Era trampa. Las posibles respuestas a la pregunta de Susana debían
ser directas, cortas, expeditivas: «¿Qué hace exactamente tu
marido?». «Estudios de suelo»; o bien: «Manuales de computación»;
o bien: «Peceras de acrílico».
Susana
se había vuelto hacia su hijo:
—En
fin, que Inés y su marido arreglaron esa casa y quedó impecable. Es
lo que dicen. ¿No es así Inés?
Inés
asintió. ¿Quién podía decir eso? Pensó en la tubería podrida
que atravesaba su jardín. Después pensó en el comercial del
exgordo que llora: era como ser un paria.
—…es
un chalet muy sólido y coqueto, aunque… —ahora era Leonardo el
que hablaba.
Inés
sorbió el trago. El líquido frío le bajó muy rápido por la
garganta y quiso toser pero se contuvo. De pronto se sintió mal
vestida: era el sombrero, debía parecer una campesina.
—…Tiene
problemas en las cañerías y las instalaciones eléctricas.
Leonardo
estaba quedándose calvo. El sudor se le acumulaba en las entradas
donde no llegaba el pañuelo que cada tanto se pasaba por el contorno
de la cara. Las entradas le brillaban y la luz del sol rebotaba dando
la sensación de que de su cabeza salían rayos. Pero no era feo: era
alto, rubión y tenía una de esas narices grandes y rectas que le
dan un aire refinado a ciertos muchachos. Michel tenía la nariz
chiquita, pero mucho pelo en la cabeza.
—Dicho
lo cual —seguía Leonardo—, no entiendo qué te llevó a mudarte
allí y no buscar una opción más confortable, dadas las
circunstancias.
¿Qué
circunstancias?
Susana
se paró súbitamente, soltó una risita idiota. Se la veía
avergonzada por la pregunta de su hijo.
—Hijo
—dijo, con la mano en el pecho caído, pero todavía redondo
gracias a los implantes—, no puedes preguntarle eso a Inés, por el
amor de Dios.
Susana
tenía sandalias planas color azul, como su delineador, como la
sombrilla, como la camisa de Leonardo. Debía estar por los sesenta y
pocos. Inés tenía cincuenta y siete, pero se sentía de cien.

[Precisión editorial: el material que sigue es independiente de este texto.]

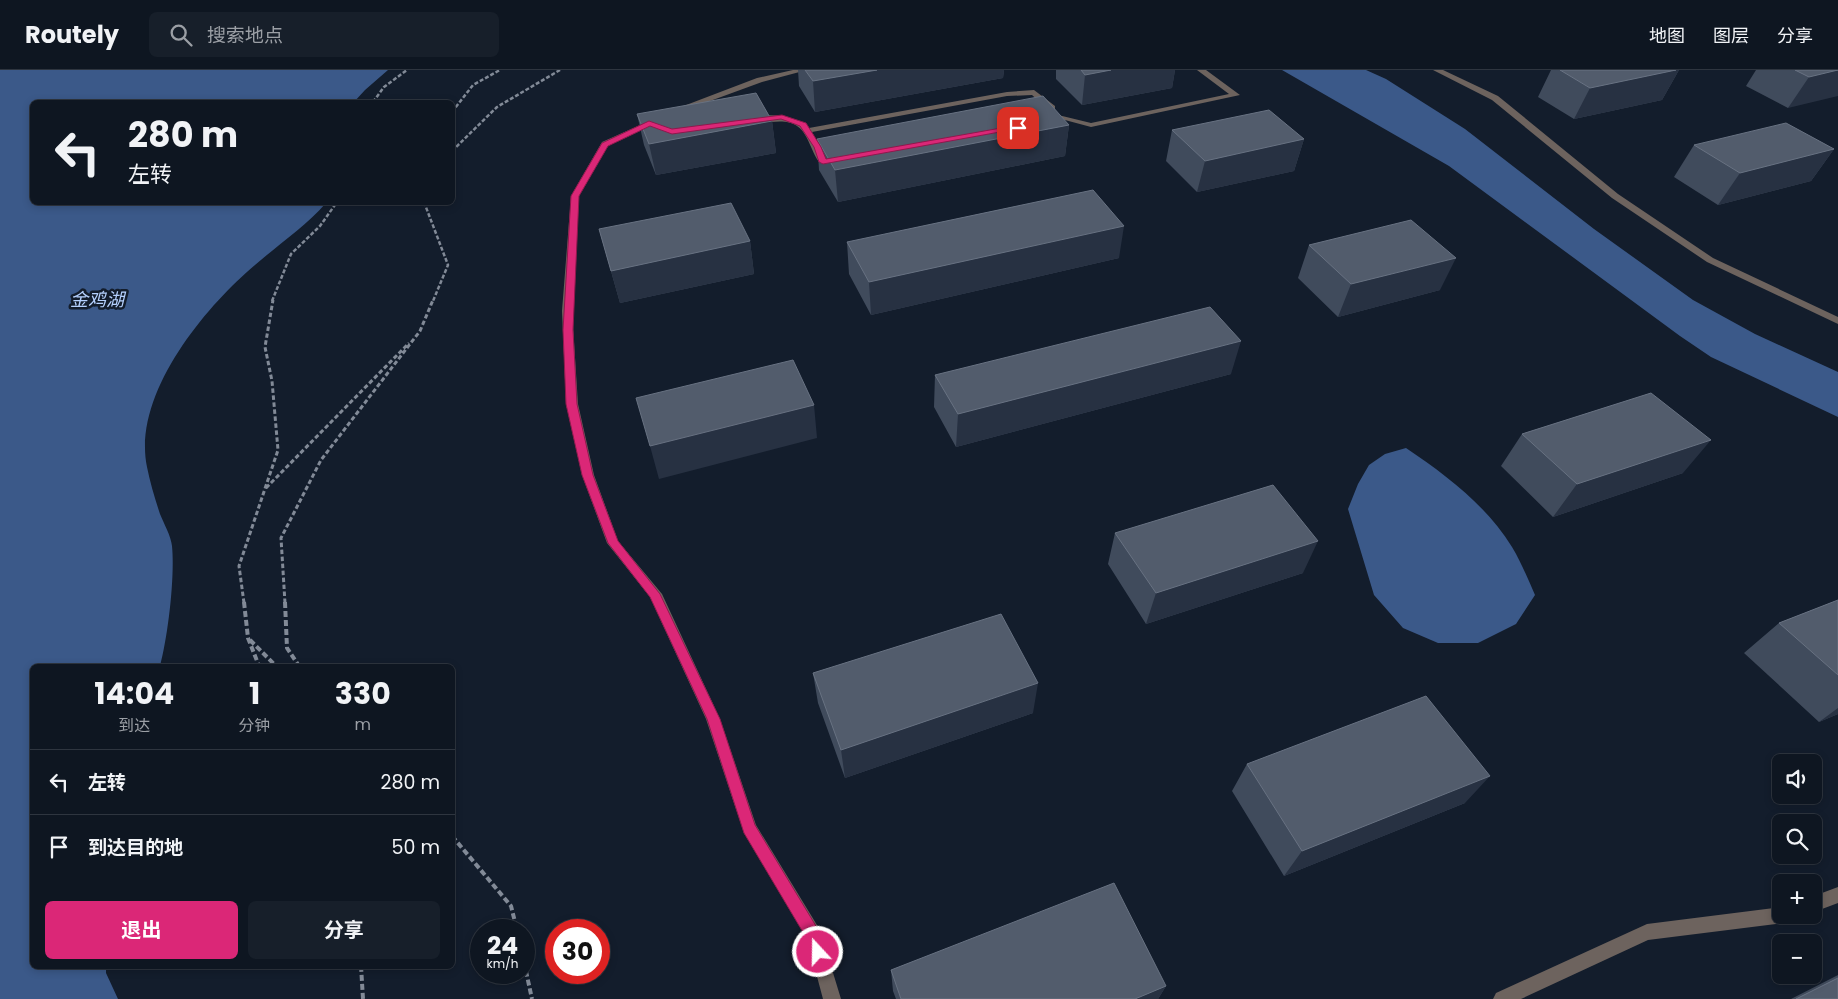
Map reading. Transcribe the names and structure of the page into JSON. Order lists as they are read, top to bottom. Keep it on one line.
{"water":["金鸡湖"],"page":{"header":"Routely","search":"搜索地点","nav":["地图","图层","分享"],"turn":["280 m","左转"],"eta":["14:04","到达","1","分钟","330","m"],"list":[{"name":"左转","value":"280 m"},{"name":"到达目的地","value":"50 m"}],"map_buttons":["+","−"],"buttons":["退出","分享"],"speed":"24 km/h","limit":"30"}}
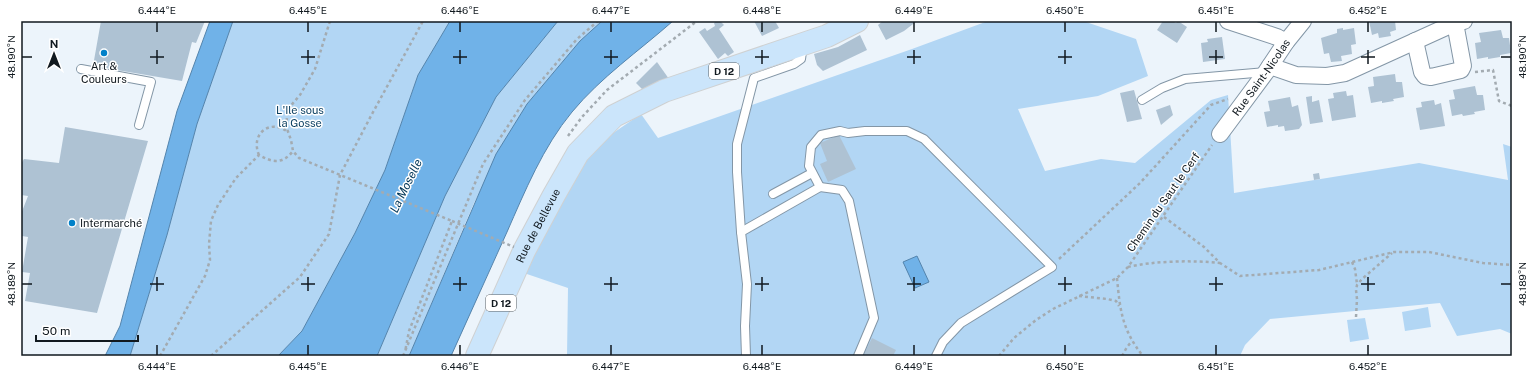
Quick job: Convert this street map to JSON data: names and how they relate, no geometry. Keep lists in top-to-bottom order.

Sorbió lo último que quedaba en su vaso. En la piscina había gente
flotando en colchones inflables. Inés no decidía si le gustaban o
no las piscinas. Gerardo las odiaba —después de estar adentro y
sumergirse, ¿uno qué hace?
Susana,
con una torpeza monumental, seguía disculpando la imprudencia de su
hijo. Inés trató de fijar la vista más allá de las palmeras, que
marcaban el recorrido del río y se perdían en un descenso de
ladera. Un mesero se acercó con una bandeja de daiquiris. Esta vez
también había un whisky. Inés lo agarró:
—Creo
que seguiré con esto.
*
La
galería era el lugar más fresco de la casa, pero estaba hedionda.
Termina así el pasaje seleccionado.